In Finance by Clyde Mooney

Click here to share this article with a friend

Woolworths’ and Charter Hall’s full year profit results offer perspective on the big-picture health of the hospitality and liquor markets.

Australian supermarket giant Woolworths, 75 per cent owner of the country’s largest pub group, ALH, continues its bold recovery plans under maverick CEO Brad Banducci.

The ASX-listed company (WOW) is battling to combat the diminishing growth in its food and grocery core, finalising the write-down of the failed Masters hardware enterprise, and trying to reinvent its suffering discount chain Big W, which faces increasing competition from retail and online competitors.

Simultaneously, the ‘fresh food people’ are battling the ongoing PR conflict with its ‘happy families’ persona and its thriving liquor sales arm, Endeavour Drinks, and its label as the country’s biggest keeper of poker machines, through ALH.

2017 sees WOW post a $1.53bn profit, representing a big turnaround from last year’s $1.23bn loss – it’s first in 23 years as a public company.

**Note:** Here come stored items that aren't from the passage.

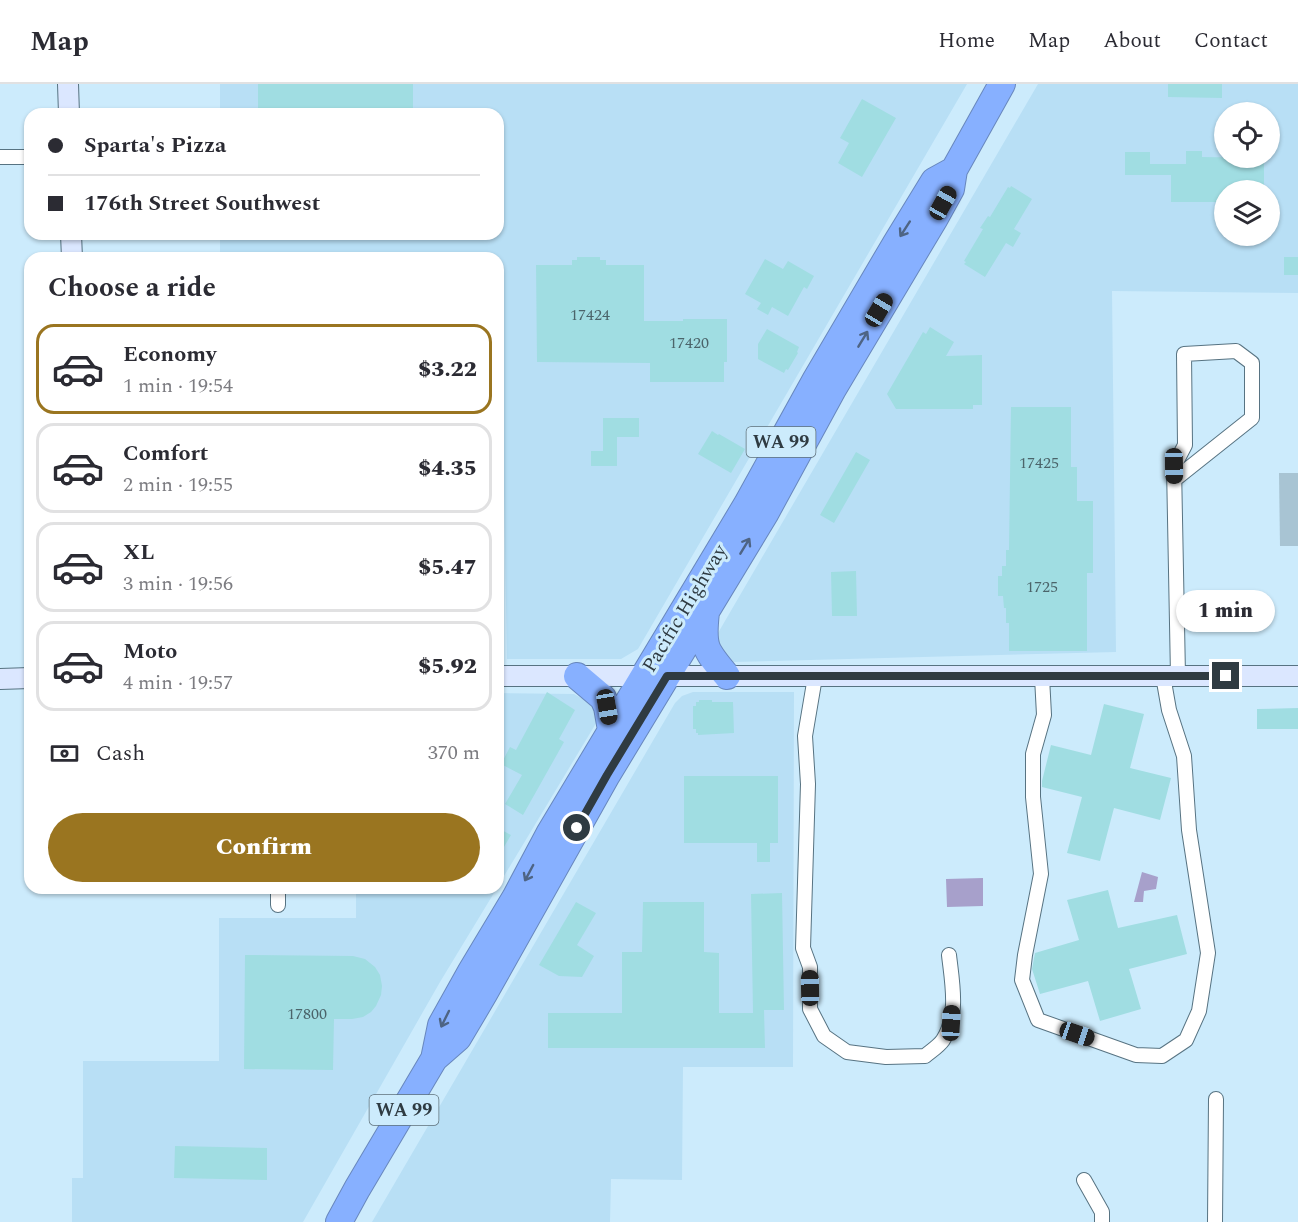 <!DOCTYPE html>
<meta charset="utf-8">
<style>
:root{--surface:#fff;--page:#f7f7f7;--text:#2b2b33;--muted:#7c7c81;--line:#e1e1e2;--accent:#9a7520}
body{margin:0;font-family:Spectral,serif;background:var(--page);color:var(--text);height:100vh;display:flex;flex-direction:column;font-size:22px;white-space:nowrap}
*{box-sizing:border-box;margin:0}
p{font-size:20px;color:var(--muted)}
.icon{flex:none;width:33px;height:33px;fill:none;stroke:currentColor;stroke-width:2;stroke-linecap:round;stroke-linejoin:round}
.map{position:relative;flex:1;overflow:hidden}
.details{position:absolute;left:24px;top:168px;width:480px;height:642px;display:flex;flex-direction:column;background:var(--surface);border-radius:18px;box-shadow:0 2px 4px #0004}
.details>*{flex:none}
.banner{position:absolute;left:24px;top:24px;width:480px;height:132px;border-radius:18px;box-shadow:0 2px 4px #0004;display:grid;align-content:center;height:132px;padding:0 24px;background:var(--surface)}
.tools{position:absolute;left:1214px;top:18px;display:grid;gap:12px}
.tools a{display:grid;place-items:center;width:66px;height:66px;border-radius:50%;background:var(--surface);box-shadow:0 2px 4px #0004;font-size:30px}
.end{position:absolute;width:27px;height:27px;margin:-14px;border:8px solid #2f3b42;background:#fff;box-shadow:0 0 0 3px #fff}
.from{border-radius:50%}
.bubble{position:absolute;height:42px;border-radius:21px;background:var(--surface);box-shadow:0 2px 4px #0004;font-size:20px;font-weight:800;line-height:42px;text-align:center}
.car{position:absolute;width:18px;height:36px;margin:-18px -9px;border-radius:8px;box-shadow:0 0 4px 2px #0007;background:linear-gradient(#222 24%,#8ab4d8 0 40%,#222 0 76%,#8ab4d8 0 86%,#222 0)}
.banner b{display:flex;align-items:center;gap:21px;height:57px;font-size:22px}
.banner b+b{border-top:2px solid var(--line)}
.banner i{width:15px;height:15px;background:var(--text)}
ul{padding:0;list-style:none}
li{display:flex;align-items:center;gap:18px;height:90px;margin:0 12px 9px;padding:0 12px;border:3px solid var(--line);border-radius:18px}
li div{flex:1}
li b{display:block;font-size:22px}
li em{font-style:normal;font-weight:800}
li.active{border-color:var(--accent)}
li>.icon{width:54px;height:54px;stroke-width:1.5}
h2{padding:0 24px;font-size:27px;line-height:72px}
.pay{display:flex;align-items:center;gap:15px;height:66px;padding:0 24px;font-size:22px}
.pay p{margin-inline-start:auto}
.action{display:flex;gap:12px;margin-top:auto;padding:12px 24px}
.action a{flex:1;height:69px;border-radius:36px;background:var(--accent);color:#fff;font-size:24px;font-weight:800;line-height:69px;text-align:center}
header{display:flex;align-items:center;gap:36px;box-sizing:border-box;height:84px;padding:0 30px;background:var(--surface);border-bottom:2px solid var(--line)}
header strong{font-size:28px}
nav{display:flex;gap:33px;margin-inline-start:auto;font-size:21px}
.map>svg:first-child{display:block}
</style>
<header>
<strong>Map</strong>
<nav><a>Home</a><a>Map</a><a>About</a><a>Contact</a></nav>
</header>
<div class="map">
<svg width="1298" height="1138" viewBox="0 0 1298 1138">
<rect width="100%" height="100%" fill="#ccebfc"/>
<path fill="#b8dff5" fill-rule="evenodd" d="M220,0H967L638,565L621,575H507L500,187H498V174H220V150H498V30H220Z
M1038,0H1298V209L1112,207L1116,568L733,578L718,565V549ZM1224,28H1269V74H1224ZM1224,106H1269V152H1224Z
M693,608H794L793,983H683L682,1096L611,1095L610,1138H372L675,619L682,612Z
M498,609L574,610L594,621L598,636L498,802Z
M356,804H497L440,898L303,1138H72V1094H83V977H219V834H356Z"/>
<path fill="#a8c4d3" d="M1279,389H1298V462H1280Z"/>
<path fill="#87b6cf" d="M479,171V174H330Z"/>
<path fill="#a7a0cb" d="M1142,788L1158,793L1156,805L1144,807L1143,818H1134Z
M983,794V822L947,823L946,795Z"/>
<path fill="#a0dde2" d="M258,0H413V30H258Z
M1168,0H1222V14L1168,13Z
M862,15L896,34L862,93L838,79L849,59L840,54Z
M1186,67H1202V73L1264,74V106H1224V118H1171V91H1125V68H1150V80H1186Z
M1011,102L1032,115L1014,145L1021,149L1013,163L1006,159L985,193L964,180L966,178L964,177L983,145L980,144L988,132L990,133L1008,103L1010,104Z
M577,173H600V176H606V181H644V237H683V235H727V278H724V298H650V279L537,278L536,181H572V176H577Z
M1284,173H1298V191H1284Z
M765,175L783,185L788,177L814,192L807,205L804,203L788,232L772,223L768,231L757,225L761,219L745,210Z
M930,243L954,258L946,272L982,271V321H973V325H896L887,310L923,248L926,250Z
M767,245L799,263L797,268L798,269L788,286L786,285L784,289L758,275V260Z
M1011,323H1071V383H1077V417H1093V489H1087V567H1009V539H1006V524H1004L1003,512H998V492H1002V482H1006V466H1009Z
M603,334H639V353H617V382H591V367H603Z
M712,347L718,351L719,350L745,365L731,389L698,370Z
M856,368L870,376L834,439L820,431Z
M856,487L857,532H832L831,488Z
M547,608L575,626L559,655L564,658L523,731L505,720L522,691L501,680L510,663L516,666Z
M699,616H712V618H733L734,649L698,651V649H696V645H693V622H696V618H699Z
M1104,620L1144,630L1130,684L1171,694L1160,736L1114,724L1100,777L1067,769L1082,713L1042,703V697L1051,661L1091,671Z
M1298,624V645H1257V625Z
M684,692H778V759H770V778H757V759H684Z
M498,744L511,751L498,773Z
M1108,806L1118,844L1177,831L1187,870L1129,885L1141,925L1100,937L1088,897L1040,910L1032,885L1035,869L1079,856L1067,816Z
M782,809L784,926H764L765,964H548V929H622V868H642L643,818H704V868L719,869V929H753L751,810Z
M576,818L596,829L577,861L594,872L582,893L559,892L539,881Z
M245,871L353,872L365,875L375,883L380,891L382,902L381,911L376,922L371,928L363,933L352,935H334L333,986L244,985Z
M175,1062L267,1064V1096L174,1094Z"/>
<g fill="none" stroke-linecap="round" stroke-linejoin="round">
<defs>
<path id="street" d="M0,73H30
M1174,396L1252,334V279L1236,267L1184,270L1185,361L1174,382L1178,592
M815,593L805,652L808,700L803,864L810,883V925L824,952L847,968L886,973L925,972C931,967 939,962 943,956C959,931 952,898 949,871
M1042,593L1044,631L1033,670V713L1041,790L1025,871L1022,896L1038,936L1136,971L1162,972L1186,956L1199,927L1208,869L1189,746L1184,672L1169,626L1163,592
M278,821V804
M1084,1096L1102,1128V1138
M1215,1138L1216,1015"/>
<path id="secondary" d="M68,0L69,30
M71,150L72,174
M498,592H1298
M0,595L30,594"/>
<path id="highway" d="M706,528C702,563 705,566 727,592
M577,592L603,614L607,623L611,646
M434,975L441,941L470,889L515,814L549,750L747,420L816,295L896,159L934,97L954,86
M339,1138L357,1105L434,975L458,954L484,910L607,691L765,430L833,305L935,134L951,105L954,86L1002,0"/>
</defs>
<use href="#street" stroke="#577382" stroke-width="16"/>
<use href="#secondary" stroke="#577382" stroke-width="22"/>
<use href="#highway" stroke="#6887bd" stroke-width="28"/>
<use href="#street" stroke="#fff" stroke-width="14"/>
<use href="#secondary" stroke="#dbe7ff" stroke-width="20"/>
<use href="#highway" stroke="#87b0ff" stroke-width="26"/>
</g>
<defs><path id="oneway-shaft" d="M-6 0H5M1.5-3L5.5 0L1.5 3" fill="none" stroke-width="1.6" stroke-linecap="round" stroke-linejoin="round" transform="scale(1.5)"/></defs>
<g stroke="#4e6484">
<use href="#oneway-shaft" transform="translate(905 145) rotate(123)"/>
<use href="#oneway-shaft" transform="translate(863 255) rotate(-59)"/>
<use href="#oneway-shaft" transform="translate(745 462) rotate(-59)"/>
<use href="#oneway-shaft" transform="translate(529 789) rotate(118)"/>
<use href="#oneway-shaft" transform="translate(445 935) rotate(116)"/>
</g>
<g fill="none" stroke-linecap="round" stroke-linejoin="round">
<path stroke="#2f3b42" stroke-width="8" d="M577,744L607,691L667,592H1226"/>
</g>
<g text-anchor="middle" stroke-width="6" stroke-linejoin="round" paint-order="stroke">
<g font-size="16" fill="#4b646a">
<text x="590" y="236">17424</text>
<text x="689" y="264">17420</text>
<text x="1039" y="384">17425</text>
<text x="1042" y="508">1725</text>
<text x="307" y="935">17800</text>
</g>
<g fill="#ccebfc" stroke="#5e707a" stroke-width="1.5">
<rect x="746.5" y="343" width="69" height="30" rx="4.5"/>
<rect x="369.5" y="1011" width="69" height="30" rx="4.5"/>
</g>
<g font-size="18" font-weight="bold" fill="#2f3b42">
<text x="781" y="364">WA 99</text>
<text x="404" y="1032">WA 99</text>
</g>
<g font-size="20" fill="#2f3b42" stroke="#ccebfc">
<text transform="translate(684 524) rotate(-59)" y="7">Pacific Highway</text>
</g>
</g>
</svg>
<div class="tools">
<a><svg class="icon" aria-label="locate" viewBox="0 0 24 24"><circle cx="12" cy="12" r="6"/><path d="M12 2v4M12 18v4M2 12h4M18 12h4"/></svg></a>
<a><svg class="icon" aria-label="layers" viewBox="0 0 24 24"><path d="M12 4l9 5-9 5-9-5zM3 14l9 5 9-5"/></svg></a>
</div>
<i class="end from" style="left:577px;top:744px"></i>
<i class="end" style="left:1226px;top:592px"></i>
<div class="bubble" style="left:1176px;top:506px;width:99px">1 min</div>
<i class="car" style="left:943px;top:119px;rotate:29deg"></i>
<i class="car" style="left:879px;top:226px;rotate:31deg"></i>
<i class="car" style="left:1174px;top:382px;rotate:179deg"></i>
<i class="car" style="left:607px;top:623px;rotate:170deg"></i>
<i class="car" style="left:810px;top:904px;rotate:359deg"></i>
<i class="car" style="left:951px;top:939px;rotate:3deg"></i>
<i class="car" style="left:1077px;top:950px;rotate:109deg"></i>
<div class="banner">
<b><i class="from"></i>Sparta's Pizza</b>
<b><i></i>176th Street Southwest</b>
</div>
<section class="details">
<h2>Choose a ride</h2>
<ul>
<li class="active"><svg class="icon" aria-label="car" viewBox="0 0 24 24"><path d="M5 17H2v-5l4-1 3-4h7l3 4 3 1v5h-3M9 17h6M6 11h13"/><circle cx="7" cy="17" r="2"/><circle cx="17" cy="17" r="2"/></svg><div><b>Economy</b><p>1 min · 19:54</p></div><em>$3.22</em></li>
<li><svg class="icon" aria-label="car" viewBox="0 0 24 24"><path d="M5 17H2v-5l4-1 3-4h7l3 4 3 1v5h-3M9 17h6M6 11h13"/><circle cx="7" cy="17" r="2"/><circle cx="17" cy="17" r="2"/></svg><div><b>Comfort</b><p>2 min · 19:55</p></div><em>$4.35</em></li>
<li><svg class="icon" aria-label="car" viewBox="0 0 24 24"><path d="M5 17H2v-5l4-1 3-4h7l3 4 3 1v5h-3M9 17h6M6 11h13"/><circle cx="7" cy="17" r="2"/><circle cx="17" cy="17" r="2"/></svg><div><b>XL</b><p>3 min · 19:56</p></div><em>$5.47</em></li>
<li><svg class="icon" aria-label="car" viewBox="0 0 24 24"><path d="M5 17H2v-5l4-1 3-4h7l3 4 3 1v5h-3M9 17h6M6 11h13"/><circle cx="7" cy="17" r="2"/><circle cx="17" cy="17" r="2"/></svg><div><b>Moto</b><p>4 min · 19:57</p></div><em>$5.92</em></li>
</ul>
<div class="pay"><svg class="icon" aria-label="cash" viewBox="0 0 24 24"><path d="M3 7h18v10H3z"/><circle cx="12" cy="12" r="2"/></svg>Cash<p>370 m</p></div>
<div class="action"><a>Confirm</a></div>
</section>
</div>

But the rebound is somewhat misleading in that the supermarket business, the backbone and over 60 per cent of the company, is down a further 2.4 per cent on last year’s EBIT, amid widespread investment in price reduction and customer experience.

But furthering the disconnect with its wholesome image, the alcohol distribution continues its reliable march forward, the massive investment the company has made into developing sites and aggressive discounting paying off in volume. While Endeavour EBIT was up 3.9 per cent, gross margin is down 33 basis points to 23.08 per cent.

And fuelling the public relations woes, WOW’s portfolio division reports the hotels sector reaching EBIT of $232.9m, up a healthy 11.7 per cent on last year and during a period of slowed freehold divestment by the pub group.

WOW is paying a full year dividend of 84 cents per share, up 9.1 per cent on FY16, but considerably shy of the $1.39 it paid in 2015.

Property giant Charter Hall has similarly reported on its full year activities, including the listing of its Long WALE REIT and continued designs on commercial property markets.

With an empire approaching $20bn in property funds, the listed Charter Hall Group (CHC) reports a full year profit result of $267m – up an impressive 19.7 per cent. CHC’s share price over the period has grown 10.7 per cent.

CHC backed away from the Redcape acquisition, rumoured to be a potential partnership with ALH as operator, but CEO David Harrison says they are in a good position to keep buying “with $3bn of dry powder” in the coffers.

CHC is already majority stakeholder in the Long WALE REIT (CLW), floated last November. CLW saw statutory profit of $35.2m, and its share price since launch climb 5.2 per cent.

Now boasting 80 properties, up from 66 at time of listing, courtesy of agreements to $104.8m of acquisitions in the period, its core WALE (Weighted Average Lease Expiry) has slipped from 12.2 to 11.8 years, although at 100 per cent tenancy.

Holding a spread across all six states, the greatest being WA (25 per cent), CLW’s hotels interest has dropped to 16 per cent, dominated by leases to Woolworths’ ALH.

CLW fund manager Avi Anger reports that the spread between commercial property returns and bond rates is still above historical averages, despite rising prices in a hot market putting downward pressure on yields.

“So it’s quite possible we see some further cap rate compression from here,” suggests Anger.

However, a known influence in the price drive has been aggressive investment by Chinese entities, which injected $2.4bn into Australian residential property development alone last year, representing 38 per cent of the sector.

But China’s National Development and Reform Commission has announced a major crack-down on investment into many industries, stating that it could be harming China’s financial stability by increasing capital outflows.

A first for China, the new rules outright ban investment in casinos and defence technology, and label hotels and property as “restricted”.

The Government crackdown on capital flight has already seen outbound investment fall 44 per cent this year – a trend that may bode well for expanding hospitality operations being priced out of competition.